Chief Warrant Officer 5 Myles W. Clayburn was one of those veterans dressed in uniform.
Clayburn was the guest speaker at Indian Creek’s annual Veterans Day ceremony, where he was honored for 40 years of service. He spoke to a group of more than 1,000 people, including students from Indian Creek middle and high schools, at the annual ceremony.
His career started at Fort Knox, Kentucky, in 1974 and led to assignments in Germany, Panama, Jamaica and one tour in Afghanistan during Operation Enduring Freedom.
Clayburn received a Sagamore of the Wabash when he retired in February from the Indiana National Guard. During his service, Clayburn received the Bronze Star medal, an Afghanistan campaign medal with two campaign stars, the global war on terrorism service medal and the Indiana Distinguished Service Medal.
Clayburn didn’t spend any time talking about his accomplishments. Instead, he talked about the veterans sitting in front of him.
He talked about the different generations of veterans and emphasized the importance of remembering and honoring veterans and making sure the next generation takes care of those who are serving now, Clayburn said.
“For everyone here, I don’t expect you to remember everything I say, but what’s important is remembering why we’re here,” Clayburn said.
Clayburn spoke specifically to the middle school students, explaining how unique their generation is to this country. Middle school students have lived their entire lives with service men and women deployed, Clayburn said.

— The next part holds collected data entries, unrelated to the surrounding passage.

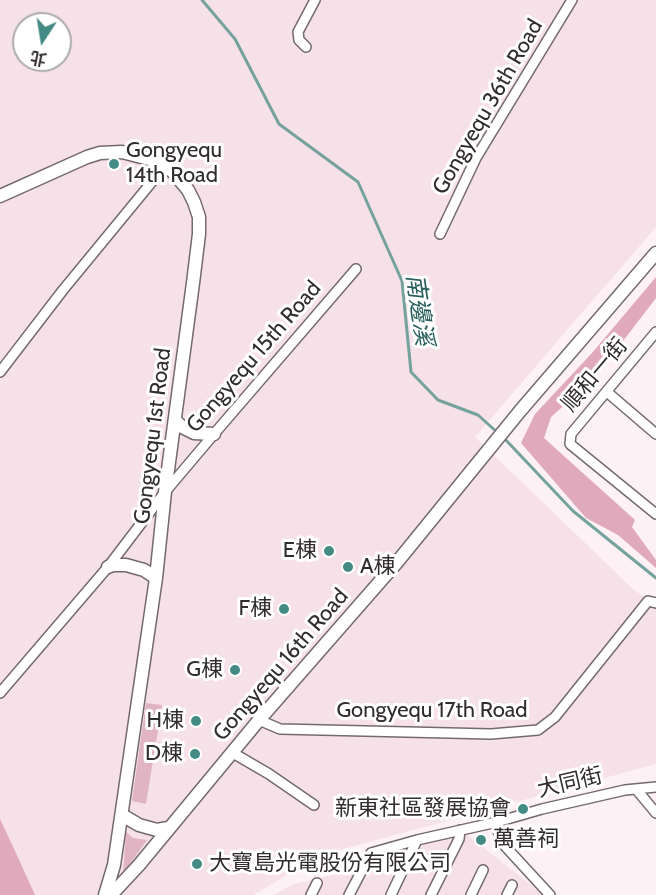 <!DOCTYPE html>
<meta charset="utf-8">
<style>
body{margin:0}
#map{position:relative;width:656px;height:895px;overflow:hidden;background:#fdf1f5;font-family:Cabin,"Noto Sans TC",sans-serif}
canvas{display:block}
.north{position:absolute;left:12px;top:12px;width:60px;height:60px;box-sizing:border-box;background:#fff;border:2px solid #adabab;border-radius:50%;rotate:192deg;font-size:16px;font-weight:700;line-height:24px;text-align:center;color:#312c2d}
.north::after{content:'';display:block;margin:auto;width:21px;height:27px;background:#448b85;clip-path:polygon(50% 0,100% 100%,50% 72%,0 100%)}
</style>
<div id="map">
<canvas width="656" height="895"></canvas>
<div class="north">北</div>
</div>
<script>
const ctx = document.querySelector('canvas').getContext('2d');
ctx.lineJoin = 'round';
function fillPath(path, color) { ctx.fillStyle = color; ctx.fill(path, 'evenodd'); }
const toPath = rows => new Path2D(rows.map(r => 'M' + r).join(''));
function trace(path, color, width, dash) { ctx.strokeStyle = color; ctx.lineWidth = width; ctx.lineCap = dash ? 'butt' : 'round'; ctx.setLineDash(dash || []); ctx.stroke(path); }
function drawText(font, color, halo, rows, align = 'center') {
  ctx.font = font + ' Cabin,"Noto Sans TC",sans-serif'; ctx.lineWidth = 6; ctx.setLineDash([]); ctx.textBaseline = 'middle'; ctx.strokeStyle = halo; ctx.fillStyle = color; for (const [text, x, y, turn = 0] of rows) {
    ctx.save(); ctx.translate(x, y); ctx.rotate((+turn || 0) * Math.PI / 180); ctx.textAlign = isNaN(turn) ? turn : align; if (halo) ctx.strokeText(text, 0, 0); ctx.fillText(text, 0, 0); ctx.restore();
  }
}
fillPath(toPath([
 [0,0,656,0,656,227,475,437,634,590,656,604,656,764,318,856,254,895,0,895],
 [24,24,60,24,60,60,24,60],
 [461,824,470,837,544,895,273,895,294,884,366,867]
]), '#f6e1e8');
fillPath(toPath([
 [146,703,162,705,146,804,132,801],
 [126,832,133,838,147,840,123,874]
]), '#e0b4c3');
fillPath(toPath([
 [656,277,656,298,594,379,551,417,544,438,635,520,632,527,656,560,656,568,618,535,586,518,521,443,535,414,592,353],
 [0,819,15,851,35,895,0,895]
]), '#e0aabc');
trace(toPath([
 [202,0,235,39,279,124,358,182,402,281,411,372,438,400,478,415,498,433],
 [503,437,573,511,656,578]
]), '#76a29e', 3);
const minor = toPath([
 [306,47,299,40,298,32,315,0],
 [440,234,476,158,572,0],
 [656,332,571,434,570,444,656,514],
 [0,372,63,290,165,166],
 [607,392,656,434],
 [0,693,108,567,165,492,214,434,356,269],
 [259,720,280,729,491,734,538,730,555,717,648,601,656,603],
 [233,753,269,774,314,805],
 [636,789,656,813],
 [497,822,498,831,504,845,550,895],
 [311,895,317,883],
 [349,895,371,853,417,840,497,822,542,809,625,790,656,787],
 [391,895,417,840],
 [431,895,459,839,460,830],
 [471,895,483,870],
 [507,895,512,885]
]);
const tertiary = toPath([
 [0,196,87,157,100,153,122,152,153,160,172,171,188,190,194,202,199,217,199,234,193,283,165,492,156,578,114,865,105,895],
 [175,420,182,427,194,433,214,434],
 [108,567,113,565,126,565,144,570,156,578],
 [122,815,139,825,157,830,168,828],
 [111,895,139,865,259,720,398,561,520,411,656,253]
]);
trace(minor, '#746a6d', 12);
trace(tertiary, '#746a6d', 15);
trace(minor, '#fff', 9);
trace(tertiary, '#fff', 12);
for (const [x, y, r, color] of [
 [114,164,6,"#448b85"],
 [329,551,6,"#448b85"],
 [348,567,6,"#448b85"],
 [284,609,6,"#448b85"],
 [235,670,6,"#448b85"],
 [196,721,6,"#448b85"],
 [195,754,6,"#448b85"],
 [523,809,6,"#448b85"],
 [481,840,6,"#448b85"],
 [197,864,6,"#448b85"]
]) { const dot = new Path2D(); dot.arc(x, y, r, 0, 2 * Math.PI); ctx.fillStyle = color; ctx.fill(dot); trace(dot, '#fff', 2); }
drawText('22px', '#312c2d', '#fff', [
 ["Gongyequ 36th Road",488,107,-60],
 ["Gongyequ 15th Road",254,357,-49],
 ["順和一街",595,375,-50],
 ["Gongyequ 1st Road",153,436,-83],
 ["Gongyequ 16th Road",281,665,-49],
 ["Gongyequ 17th Road",432,711],
 ["大同街",570,783,-13]
]);
drawText('22px', '#312c2d', '#fff', [
 ["Gongyequ",126,151,"left"],
 ["14th Road",126,176,"left"],
 ["E棟",317,551],
 ["A棟",360,567,"left"],
 ["F棟",272,609],
 ["G棟",223,670],
 ["H棟",184,721],
 ["D棟",183,754],
 ["新東社區發展協會",511,809],
 ["萬善祠",493,840,"left"],
 ["大寶島光電股份有限公司",209,864,"left"]
], 'right');
drawText('italic 24px', '#275e5a', '#fff', [
 ["南邊溪",419,310,82]
]);
</script>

“The middle school students are a historic generation,” Clayburn said. “They’ve lived their entire life with their nation’s service members deployed to hostile fire zones. When they’re in leadership positions, take care of veterans.”

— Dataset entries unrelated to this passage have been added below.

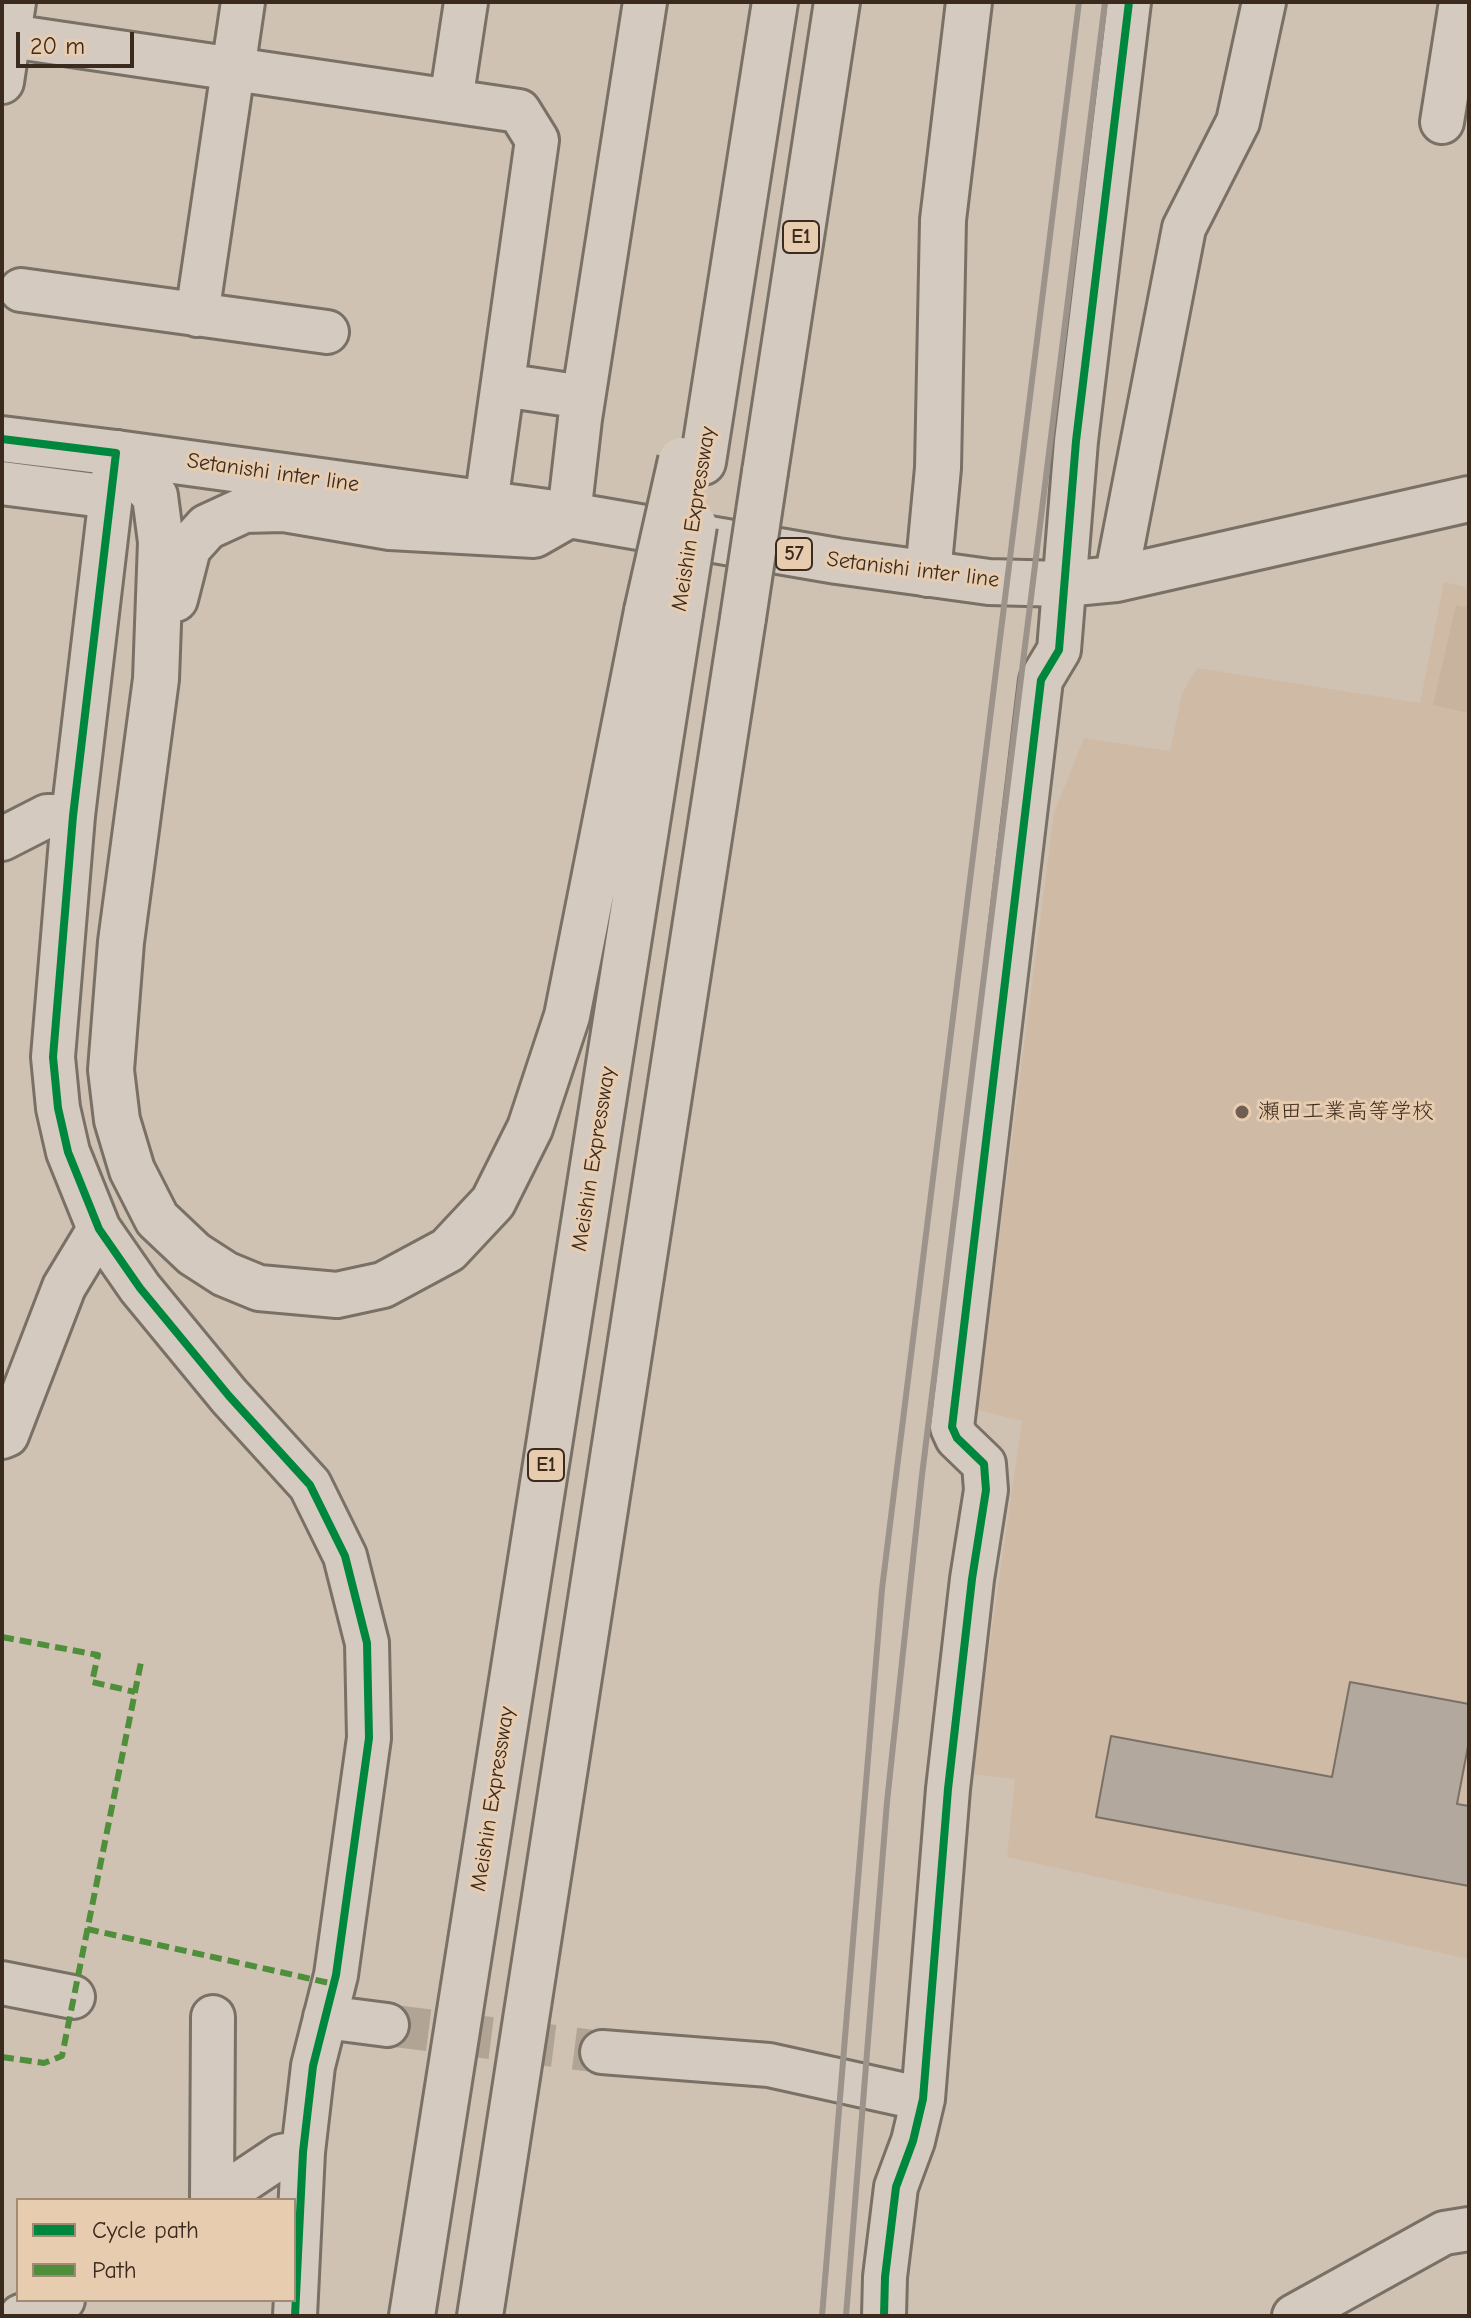 <!DOCTYPE html>
<html>
<head>
<meta charset="utf-8">
<style>
  body { margin:0 }
  #map { position:relative; width:1471px; height:2318px; overflow:hidden; background:#d0c2b3; font-family:"Comic Neue",sans-serif }
  canvas { display:block }
  .frame { position:absolute; inset:0; border:4px solid #3b2a1e; pointer-events:none }
  .legend { position:absolute; left:16px; top:2198px; width:280px; height:104px; box-sizing:border-box; background:#e7ccaf; border:2px solid #a28b75; margin:0; padding:10px 14px; list-style:none; font-size:24px; color:#3b2a1e }
  .legend li { display:flex; align-items:center; gap:16px; height:40px }
  .legend b { width:40px; border:2px solid #a28b75 }
  .scale { position:absolute; left:16px; top:32px; width:118px; height:36px; box-sizing:border-box; border:4px solid #3b2a1e; border-top:0; padding-left:10px; font-size:24px; line-height:28px; white-space:nowrap; color:#3b2a1e; -webkit-text-stroke:6px #e7ccaf; paint-order:stroke }
</style>
</head>
<body>
<div id="map">
<canvas width="1471" height="2318"></canvas>
<div class="frame"></div>
<ul class="legend">
<li><b style="height:10px;background:#00873e"></b>Cycle path</li>
<li><b style="height:10px;background:#4f8e3b"></b>Path</li>
</ul>
<div class="scale">20 m</div>
</div>
<script>
const context = document.querySelector('canvas').getContext('2d');
context.lineJoin = 'round';
function fill(path, color) {
  context.fillStyle = color;
  context.fill(path, 'evenodd');
}
function poly(rows) {
  const path = new Path2D();
  for (const r of rows) {
    path.moveTo(r[0], r[1]);
    for (let i = 2; i < r.length; i += 2) path.lineTo(r[i], r[i + 1]);
  }
  return path;
}
function trace(path, color, width, dash) {
  context.strokeStyle = color;
  context.lineWidth = width;
  context.lineCap = dash ? 'butt' : 'round';
  context.setLineDash(dash || []);
  context.stroke(path);
}
function write(font, color, halo, rows, align = 'center') {
  context.font = font + ' "Comic Neue","Klee One",sans-serif';
  context.lineWidth = 6;
  context.setLineDash([]);
  context.textBaseline = 'middle';
  context.strokeStyle = halo;
  context.fillStyle = color;
  for (const [text, x, y, turn = 0] of rows) {
    context.save();
    context.translate(x, y);
    context.rotate((+turn || 0) * Math.PI / 180);
    context.textAlign = isNaN(turn) ? turn : align;
    if (halo) context.strokeText(text, 0, 0);
    context.fillText(text, 0, 0);
    context.restore();
  }
}
fill(poly([
  [1444,582,1469,588,1469,1959,1007,1857,1015,1779,971,1774,1022,1421,977,1410,1054,813,1084,738,1170,751,1182,693,1197,668,1420,703]
]), '#cfbaa5');
fill(poly([
  [1456,605,1469,608,1469,713,1433,705]
]), '#c7b39e');
const building = poly([
  [1350,1682,1469,1704,1469,1741,1457,1804,1469,1806,1469,1886,1096,1817,1111,1736,1332,1777,1350,1682]
]);
fill(building, '#b3a89d');
trace(building, '#797066', 2);
trace(poly([
  [387,2025,602,2052]
]), '#b2a495', 42, [42, 21]);
const street = poly([
  [10,36,519,111,537,140,486,503],
  [2,82,14,2],
  [451,101,466,2],
  [1442,122,1461,2],
  [21,290,327,332],
  [197,315,243,2],
  [503,385,583,397],
  [116,453,73,816,53,1057,58,1108,68,1152,99,1229,140,1288,229,1396,310,1485,345,1556,367,1643,369,1738,336,1975,313,2066,303,2152,295,2316],
  [2,483,111,497],
  [569,515,580,419,645,2],
  [1116,579,1184,228,1238,122,1264,2],
  [2,839,47,816,73,816],
  [2,1437,7,1435,64,1287,99,1229],
  [2,1983,73,1997],
  [325,2017,387,2025],
  [602,2052,769,2065,923,2099],
  [212,2200,213,2017],
  [215,2200,281,2156,303,2152],
  [21,2316,63,2300],
  [884,2316,885,2277,896,2187,913,2141,923,2099,948,1789,972,1579,986,1490,984,1464,957,1438,952,1427,1041,680,1059,650,1076,441,1129,2],
  [1294,2316,1444,2233,1469,2229]
]);
const secondary = poly([
  [2,439,116,453]
]);
const primary = poly([
  [116,453,569,515,837,561,989,582,1064,584,1116,579,1469,499]
]);
const highway = poly([
  [116,453,155,496,161,542,156,679,121,942,111,1070,117,1120,132,1170,157,1219,194,1254,225,1274,259,1288,337,1295,383,1285,448,1250,493,1202,530,1128,567,1016,647,611],
  [703,462,775,2],
  [765,472,837,2],
  [928,574,938,468,943,220,969,2],
  [175,599,188,548,207,527,244,510,284,509,390,527,534,535,569,515],
  [412,2316,680,613],
  [480,2316,743,618]
]);
trace(street, '#797066', 48);
trace(secondary, '#797066', 50);
trace(primary, '#797066', 50);
trace(highway, '#797066', 50);
trace(street, '#d4cabf', 42);
trace(secondary, '#d4cabf', 44);
trace(primary, '#d4cabf', 44);
trace(highway, '#d4cabf', 44);
trace(poly([
  [822,2316,882,1589,1079,2],
  [846,2316,887,1802,922,1475,1105,2]
]), '#9c938b', 6);
const highwayBridge = poly([
  [647,611,681,460],
  [680,613,694,525],
  [743,618,765,472]
]);
trace(highwayBridge, '#797066', 50, []);
trace(highwayBridge, '#d4cabf', 44);
trace(poly([
  [2,1637,98,1655,92,1682,135,1692],
  [87,1929,334,1984],
  [2,2057,44,2063,62,2056,141,1662]
]), '#4f8e3b', 6, [12, 6]);
trace(poly([
  [2,439,116,453,73,816,53,1057,58,1108,68,1152,99,1229,140,1288,229,1396,310,1485,345,1556,367,1643,369,1738,336,1975,313,2066,303,2152,295,2316],
  [884,2316,885,2277,896,2187,913,2141,923,2099,948,1789,972,1579,986,1490,984,1464,957,1438,952,1427,1041,680,1059,650,1076,441,1129,2]
]), '#00873e', 8);
for (const [x, y, r, color] of [
  [1242,1112,8,"#6f5f52"]
]) {
  const dot = new Path2D();
  dot.arc(x, y, r, 0, 2 * Math.PI);
  context.fillStyle = color;
  context.fill(dot);
  trace(dot, '#e7ccaf', 3);
}
for (const [x, y, w] of [
  [801,237,36],
  [794,554,36],
  [546,1465,36]
]) {
  const box = new Path2D();
  box.roundRect(x - w / 2, y - 16, w, 32, 6);
  context.fillStyle = '#e7ccaf';
  context.fill(box);
  trace(box, '#3b2a1e', 2);
}
write('bold 20px', '#3b2a1e', null, [
  ["E1",801,237],
  ["57",794,554],
  ["E1",546,1465]
]);
write('22px', '#3b2a1e', '#e7ccaf', [
  ["Setanishi inter line",273,473,8],
  ["Meishin Expressway",694,519,-81],
  ["Setanishi inter line",913,570,7],
  ["Meishin Expressway",594,1159,-81],
  ["Meishin Expressway",493,1799,-81]
]);
write('22px', '#3b2a1e', '#e7ccaf', [
  ["瀬田工業高等学校",1258,1112]
], 'left');
</script>
</body>
</html>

After Clayburn’s speech, Nineveh-Hensley-Jackson Schools Assistant Superintendent Andy Cline read the names of each veteran who attended the ceremony one-by-one. As each name was announced, a veteran stood while their accomplishments were acknowledged.
They represented multiple generations and served tours in Desert Storm, Operation Enduring Freedom, Vietnam, Operation Iraqi Freedom, Korea and World War II. Each was met with a round of applause.
“It makes you feel very proud of these students. They are into it,” Superintendent Tim Edsell said. “They understand the significance. And we have had students and will probably have some of these students enter the military because of this event.”
At the end of the program, students stood and joined First Christian Church of Morgantown Senior Minister Burt Brock in singing “God Bless the U.S.A.”
“I was humbled,” Clayburn said. “Maybe they got the message.”
Clayburn encouraged all who have served to feel pride every day, not just on Veterans Day.
“Most veterans count their time in a military uniform as a defining time in their life,” Clayburn said. “We serve because of a special calling. We don’t keep score or who did what or what medals we received. I can’t think of a place I’d rather be today. My hat’s off to the school for doing this.”